[Collected data entries]
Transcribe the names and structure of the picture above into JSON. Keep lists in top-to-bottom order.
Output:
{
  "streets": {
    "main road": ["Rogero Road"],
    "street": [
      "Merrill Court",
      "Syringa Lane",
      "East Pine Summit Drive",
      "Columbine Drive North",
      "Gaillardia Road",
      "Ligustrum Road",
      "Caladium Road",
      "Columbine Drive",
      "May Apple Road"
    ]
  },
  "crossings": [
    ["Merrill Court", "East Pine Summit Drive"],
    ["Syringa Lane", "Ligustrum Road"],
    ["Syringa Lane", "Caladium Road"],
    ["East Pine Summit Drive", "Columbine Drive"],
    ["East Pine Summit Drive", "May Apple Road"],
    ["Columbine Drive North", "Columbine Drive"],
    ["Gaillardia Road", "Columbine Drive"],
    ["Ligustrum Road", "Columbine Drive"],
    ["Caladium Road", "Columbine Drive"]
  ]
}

Task item:
Please make an exact copy of every record, leaving nothing out.

Response:
Transcribe the names and structure of the picture above into JSON. Keep lists in top-to-bottom order.
Output:
{
  "streets": {
    "main road": ["Rogero Road"],
    "street": [
      "Merrill Court",
      "Syringa Lane",
      "East Pine Summit Drive",
      "Columbine Drive North",
      "Gaillardia Road",
      "Ligustrum Road",
      "Caladium Road",
      "Columbine Drive",
      "May Apple Road"
    ]
  },
  "crossings": [
    ["Merrill Court", "East Pine Summit Drive"],
    ["Syringa Lane", "Ligustrum Road"],
    ["Syringa Lane", "Caladium Road"],
    ["East Pine Summit Drive", "Columbine Drive"],
    ["East Pine Summit Drive", "May Apple Road"],
    ["Columbine Drive North", "Columbine Drive"],
    ["Gaillardia Road", "Columbine Drive"],
    ["Ligustrum Road", "Columbine Drive"],
    ["Caladium Road", "Columbine Drive"]
  ]
}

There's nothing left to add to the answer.